Key research questions include the goal setting process within international organizations, the relationship between and among international organizations as well as their relationships with local actors in the field. The seminar will also inquire about progress in the development of state institutions, minority rights frameworks, and ethnic reconciliation in post-conflict countries.
The seminar begins with a three-week trip to Bosnia-Herzegovina and Kosovo, ruggedly beautiful countries with troubled recent pasts of violent ethnic conflict. Students spend the first week in Sarajevo learning about the history of the region and the conflicts of the 1990s. During the second week, students travel in Bosnia-Herzegovina to assess the efforts of international organizations to promote peace and rebuild ethnically-torn societies and to experience the varying influences of Muslim, Orthodox, and Catholic cultures. After a weekend at the Montenegrin coast, students spend the third week in Kosovo, where the February 2008 declaration of independence highlighted the continuing challenges for international organizations and domestic groups alike. In this environment, efforts at state building mix with ongoing attempts by international organizations to reduce tensions between the ethnic Albanian majority and the Serb minority.
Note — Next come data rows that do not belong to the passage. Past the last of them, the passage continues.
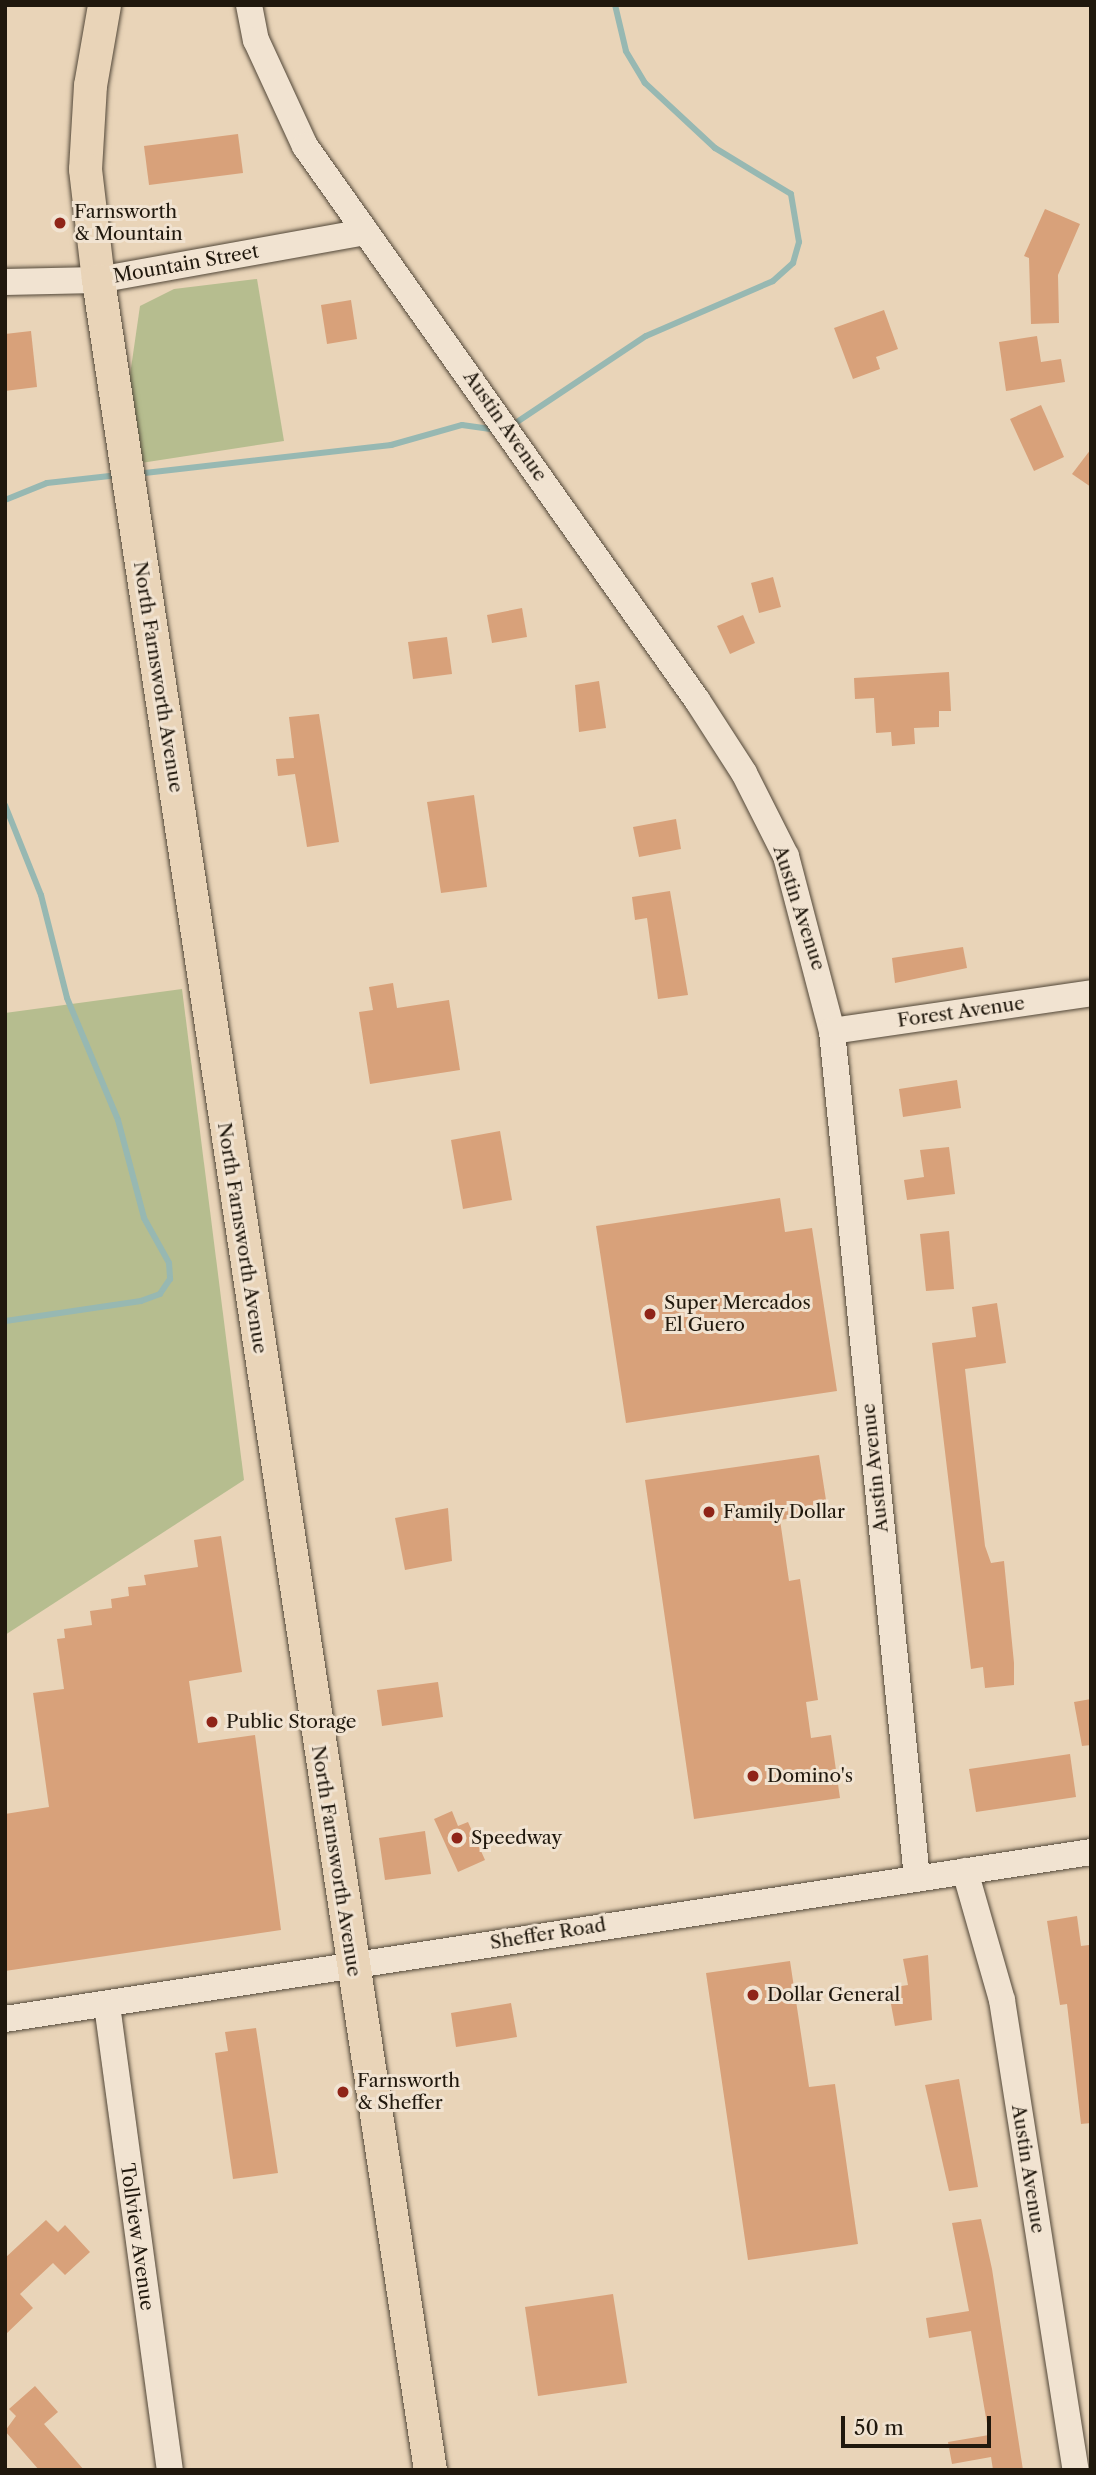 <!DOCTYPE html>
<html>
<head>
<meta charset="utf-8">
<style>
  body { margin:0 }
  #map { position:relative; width:1096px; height:2475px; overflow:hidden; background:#e9d4b8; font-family:"Libre Caslon Text",serif }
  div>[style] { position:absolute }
  .green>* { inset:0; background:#b6bd8f }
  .stream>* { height:6px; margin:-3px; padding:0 3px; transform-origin:3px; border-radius:3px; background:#97b8b2 }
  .building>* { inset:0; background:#d8a17a }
  .roads { filter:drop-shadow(0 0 2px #524738) drop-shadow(0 0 2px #524738) }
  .minor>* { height:26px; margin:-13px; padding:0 13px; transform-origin:13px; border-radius:13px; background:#f1e3d1 }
  .major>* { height:33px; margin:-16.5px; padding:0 16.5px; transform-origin:16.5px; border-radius:16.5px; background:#e9d4b8 }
  .dots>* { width:19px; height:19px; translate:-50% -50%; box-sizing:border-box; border:4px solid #f1e3d1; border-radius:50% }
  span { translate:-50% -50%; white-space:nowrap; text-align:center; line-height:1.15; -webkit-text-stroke:6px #f1e3d1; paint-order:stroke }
  .poi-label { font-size:19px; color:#20180d }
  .left { translate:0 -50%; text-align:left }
  .street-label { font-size:19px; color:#20180d }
  .frame { position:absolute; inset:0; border:7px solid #20180d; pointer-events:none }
  .scale { position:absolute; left:841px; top:2416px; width:150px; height:32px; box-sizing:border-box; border:4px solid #20180d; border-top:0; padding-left:9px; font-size:21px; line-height:24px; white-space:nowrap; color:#20180d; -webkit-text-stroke:5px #f1e3d1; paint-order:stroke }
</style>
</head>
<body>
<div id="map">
  <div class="green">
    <i style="clip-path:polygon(257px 279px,284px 441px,141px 463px,129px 382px,140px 306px,174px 289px)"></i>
    <i style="clip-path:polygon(182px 989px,244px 1480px,5px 1635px,5px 1013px)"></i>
  </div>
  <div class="stream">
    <i style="left:511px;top:426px;width:162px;rotate:-33.7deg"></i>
    <i style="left:646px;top:336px;width:138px;rotate:-23.4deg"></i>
    <i style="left:773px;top:281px;width:27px;rotate:-42deg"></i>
    <i style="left:793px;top:263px;width:22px;rotate:-74deg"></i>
    <i style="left:799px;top:242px;width:49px;rotate:-99.5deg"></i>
    <i style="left:791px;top:194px;width:89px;rotate:-148.8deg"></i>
    <i style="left:715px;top:148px;width:96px;rotate:-137.1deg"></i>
    <i style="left:645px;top:83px;width:37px;rotate:-121deg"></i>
    <i style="left:626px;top:51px;width:47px;rotate:-103.4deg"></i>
    <i style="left:136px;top:474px;width:257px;rotate:-6.5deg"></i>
    <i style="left:391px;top:445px;width:74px;rotate:-15.7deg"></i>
    <i style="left:462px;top:425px;width:36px;rotate:8deg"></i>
    <i style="left:5px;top:500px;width:45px;rotate:-22deg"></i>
    <i style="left:47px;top:483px;width:72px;rotate:-6.3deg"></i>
    <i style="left:5px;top:805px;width:97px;rotate:68.2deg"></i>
    <i style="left:41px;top:895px;width:106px;rotate:75.8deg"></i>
    <i style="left:67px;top:998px;width:132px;rotate:67.3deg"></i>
    <i style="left:118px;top:1120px;width:101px;rotate:75.1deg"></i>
    <i style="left:144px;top:1218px;width:51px;rotate:60.9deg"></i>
    <i style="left:169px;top:1263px;width:16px;rotate:86deg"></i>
    <i style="left:170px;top:1279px;width:18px;rotate:124deg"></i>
    <i style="left:160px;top:1294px;width:20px;rotate:160deg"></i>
    <i style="left:141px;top:1301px;width:137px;rotate:171.6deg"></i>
  </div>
  <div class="building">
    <i style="clip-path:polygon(238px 134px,243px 173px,149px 185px,144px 146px)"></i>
    <i style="clip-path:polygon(1045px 209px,1080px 224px,1058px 275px,1059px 323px,1031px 324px,1029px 258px,1024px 256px)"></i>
    <i style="clip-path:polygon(351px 300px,357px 339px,327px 344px,321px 305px)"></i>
    <i style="clip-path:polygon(884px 310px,898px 349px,876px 357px,880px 369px,853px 379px,834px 328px)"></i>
    <i style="clip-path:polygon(31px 331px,37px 387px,5px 391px,5px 334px)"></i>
    <i style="clip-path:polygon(1037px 336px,1041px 362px,1061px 359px,1065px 382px,1006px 391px,999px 342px)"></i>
    <i style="clip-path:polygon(1041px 405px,1064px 457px,1034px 471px,1010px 419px)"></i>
    <i style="clip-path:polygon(1091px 449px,1091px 487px,1072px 474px)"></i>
    <i style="clip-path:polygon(773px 577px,781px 607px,759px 613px,751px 583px)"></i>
    <i style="clip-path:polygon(522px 608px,527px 637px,492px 643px,487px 615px)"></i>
    <i style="clip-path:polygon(743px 615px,755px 643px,730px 654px,717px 626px)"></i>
    <i style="clip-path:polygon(447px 637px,452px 674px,413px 679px,408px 642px)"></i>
    <i style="clip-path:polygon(949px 672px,951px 711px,939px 711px,939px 727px,914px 728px,915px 744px,892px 746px,891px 732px,876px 733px,874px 698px,855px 699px,854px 678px)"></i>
    <i style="clip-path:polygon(599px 681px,606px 728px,579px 732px,575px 685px)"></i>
    <i style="clip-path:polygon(319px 714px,339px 842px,307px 847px,295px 774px,278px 776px,276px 759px,294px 758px,289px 717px)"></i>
    <i style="clip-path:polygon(474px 795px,487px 887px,441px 893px,427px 802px)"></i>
    <i style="clip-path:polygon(676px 819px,681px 849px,639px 857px,633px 827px)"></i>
    <i style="clip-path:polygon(670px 891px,688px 995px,658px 999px,647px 918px,635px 920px,632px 897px)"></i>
    <i style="clip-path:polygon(963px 947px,967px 968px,895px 983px,892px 958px)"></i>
    <i style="clip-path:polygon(393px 983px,397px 1008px,449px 1000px,460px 1070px,370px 1084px,359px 1012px,373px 1010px,369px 987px)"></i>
    <i style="clip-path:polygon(957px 1080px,961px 1108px,903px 1117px,899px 1089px)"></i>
    <i style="clip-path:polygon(500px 1131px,512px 1200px,463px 1209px,451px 1140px)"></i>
    <i style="clip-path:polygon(949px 1147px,955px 1194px,907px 1200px,904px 1180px,924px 1177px,920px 1150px)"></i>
    <i style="clip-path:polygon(780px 1198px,785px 1232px,812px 1228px,837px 1391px,626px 1423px,596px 1226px)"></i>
    <i style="clip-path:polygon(949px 1231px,954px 1289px,926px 1291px,920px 1234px)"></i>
    <i style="clip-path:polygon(997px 1303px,1006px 1363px,965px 1369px,985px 1546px,991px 1563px,1004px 1561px,1014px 1663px,1014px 1685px,985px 1688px,983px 1667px,971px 1669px,932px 1343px,976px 1337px,972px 1307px)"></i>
    <i style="clip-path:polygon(819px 1455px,828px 1513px,780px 1520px,789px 1581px,800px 1579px,818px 1700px,806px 1702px,811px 1738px,831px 1735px,840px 1798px,694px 1819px,645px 1480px)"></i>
    <i style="clip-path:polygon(448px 1508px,452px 1561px,405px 1570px,395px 1518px)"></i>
    <i style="clip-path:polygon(221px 1536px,242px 1672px,189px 1681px,198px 1743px,255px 1735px,281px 1930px,5px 1971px,5px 1814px,49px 1807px,33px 1693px,64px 1689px,57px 1639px,65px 1638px,64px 1629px,92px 1625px,90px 1611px,112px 1608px,111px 1599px,129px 1596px,128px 1587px,146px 1585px,144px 1575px,198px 1567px,194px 1540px)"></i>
    <i style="clip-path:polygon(438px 1682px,443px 1717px,382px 1726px,377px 1690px)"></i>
    <i style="clip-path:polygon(1091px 1699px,1091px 1745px,1082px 1746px,1074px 1702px)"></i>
    <i style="clip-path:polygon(1070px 1754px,1076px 1797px,976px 1812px,969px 1769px)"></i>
    <i style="clip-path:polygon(452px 1811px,458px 1826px,468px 1822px,485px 1860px,458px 1872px,434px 1819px)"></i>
    <i style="clip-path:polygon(425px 1831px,431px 1874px,385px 1880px,379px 1838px)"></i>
    <i style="clip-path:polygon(1077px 1916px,1081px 1946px,1089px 1945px,1091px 1955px,1091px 2123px,1081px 2124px,1067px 2004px,1060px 2005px,1047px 1921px)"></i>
    <i style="clip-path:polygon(928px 1955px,932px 2020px,895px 2026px,888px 1988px,908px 1985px,903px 1959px)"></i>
    <i style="clip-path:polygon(790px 1961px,809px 2087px,835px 2084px,858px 2244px,748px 2260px,706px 1973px)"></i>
    <i style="clip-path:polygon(511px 2003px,517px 2037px,456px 2047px,451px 2013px)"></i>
    <i style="clip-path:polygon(256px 2028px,278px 2173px,233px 2179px,215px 2053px,228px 2051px,225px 2032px)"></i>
    <i style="clip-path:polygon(959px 2079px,978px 2187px,949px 2191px,925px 2085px)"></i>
    <i style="clip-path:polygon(981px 2219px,992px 2269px,1023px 2470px,993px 2470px,991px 2457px,952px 2464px,948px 2442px,989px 2435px,971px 2331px,929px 2338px,926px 2318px,969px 2311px,952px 2223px)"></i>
    <i style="clip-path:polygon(46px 2220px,58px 2232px,65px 2225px,90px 2252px,65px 2275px,53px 2263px,20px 2294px,33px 2308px,5px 2335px,5px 2258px)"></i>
    <i style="clip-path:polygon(613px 2294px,627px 2383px,538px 2396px,525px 2307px)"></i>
    <i style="clip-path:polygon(35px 2386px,58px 2412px,44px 2424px,84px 2470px,39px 2470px,5px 2431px,16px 2416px,9px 2409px)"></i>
  </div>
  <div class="roads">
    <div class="minor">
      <i style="left:249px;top:5px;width:36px;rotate:79deg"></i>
      <i style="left:256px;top:40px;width:117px;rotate:65.2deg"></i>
      <i style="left:305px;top:146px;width:679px;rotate:54.72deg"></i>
      <i style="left:697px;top:700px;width:87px;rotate:57.2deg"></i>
      <i style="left:744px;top:773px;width:93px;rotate:63.2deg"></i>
      <i style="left:786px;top:856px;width:181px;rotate:75.3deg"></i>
      <i style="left:832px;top:1031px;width:851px;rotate:84.27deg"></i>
      <i style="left:5px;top:282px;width:93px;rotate:-1.2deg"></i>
      <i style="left:98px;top:280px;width:272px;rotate:-10.2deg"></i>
      <i style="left:832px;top:1031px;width:262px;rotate:-8.3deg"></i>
      <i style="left:965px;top:1871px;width:134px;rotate:74deg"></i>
      <i style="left:1002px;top:2000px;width:476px;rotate:81.1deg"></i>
      <i style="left:107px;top:2005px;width:469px;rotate:82.3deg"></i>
      <i style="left:5px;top:2019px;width:1099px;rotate:-8.74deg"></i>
    </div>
    <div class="major">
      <i style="left:104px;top:5px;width:81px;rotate:99.9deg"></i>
      <i style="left:90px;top:85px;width:84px;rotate:93.4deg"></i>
      <i style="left:85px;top:169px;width:112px;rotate:83.3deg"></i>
      <i style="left:98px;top:280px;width:2215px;rotate:81.38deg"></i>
    </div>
  </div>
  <div class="dots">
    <i style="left:60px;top:223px;background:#8f2418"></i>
    <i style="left:650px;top:1314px;background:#8f2418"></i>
    <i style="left:709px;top:1512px;background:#8f2418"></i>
    <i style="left:212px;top:1722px;background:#8f2418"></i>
    <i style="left:753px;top:1776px;background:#8f2418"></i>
    <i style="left:457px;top:1838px;background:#8f2418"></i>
    <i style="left:753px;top:1995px;background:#8f2418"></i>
    <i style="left:343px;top:2092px;background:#8f2418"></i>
  </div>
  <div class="poi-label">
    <span class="left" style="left:74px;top:223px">Farnsworth<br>&amp; Mountain</span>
    <span class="left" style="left:664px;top:1314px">Super Mercados<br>El Guero</span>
    <span class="left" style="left:723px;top:1512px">Family Dollar</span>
    <span class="left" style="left:226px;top:1722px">Public Storage</span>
    <span class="left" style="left:767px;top:1776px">Domino's</span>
    <span class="left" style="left:471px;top:1838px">Speedway</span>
    <span class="left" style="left:767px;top:1995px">Dollar General</span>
    <span class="left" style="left:357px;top:2092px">Farnsworth<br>&amp; Sheffer</span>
  </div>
  <div class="street-label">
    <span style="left:186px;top:264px;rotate:-10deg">Mountain Street</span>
    <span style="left:505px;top:426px;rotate:55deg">Austin Avenue</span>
    <span style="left:158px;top:677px;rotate:81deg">North Farnsworth Avenue</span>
    <span style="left:799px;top:908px;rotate:72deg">Austin Avenue</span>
    <span style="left:961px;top:1012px;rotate:-8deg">Forest Avenue</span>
    <span style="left:242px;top:1238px;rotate:81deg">North Farnsworth Avenue</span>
    <span style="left:875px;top:1468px;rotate:-96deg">Austin Avenue</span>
    <span style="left:336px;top:1861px;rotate:81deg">North Farnsworth Avenue</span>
    <span style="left:548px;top:1934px;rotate:-9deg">Sheffer Road</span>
    <span style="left:1028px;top:2169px;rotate:81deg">Austin Avenue</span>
    <span style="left:137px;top:2237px;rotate:82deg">Tollview Avenue</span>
  </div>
  <div class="frame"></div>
  <div class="scale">50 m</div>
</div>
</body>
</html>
Throughout these three weeks, we will have an opportunity to examine the work of OSCE and other international organizations through close interaction with these organizations.
The final three weeks of the program are based in Vienna, a city famous for its rich cultural heritage. As the former capital of the Hapsburg Empire, Vienna now offers a window into European culture, from the Baroque architecture of the eighteenth century through the Art Nouveau of the late 19th century to the post-modernism of the late 20th and early 21st centuries. Once a home to Mozart, Beethoven, Haydn, Strauss and Mahler, it remains a city where music can be heard on the streets, in the concert halls and in the coffeehouses. Modern Vienna is also a home to multinational headquarters of the OSCE and a center of activity for other international organizations, including a major United Nations center. In Vienna, students will attend classes, assess their experience in the Balkans, do independent research, and visit international organizations.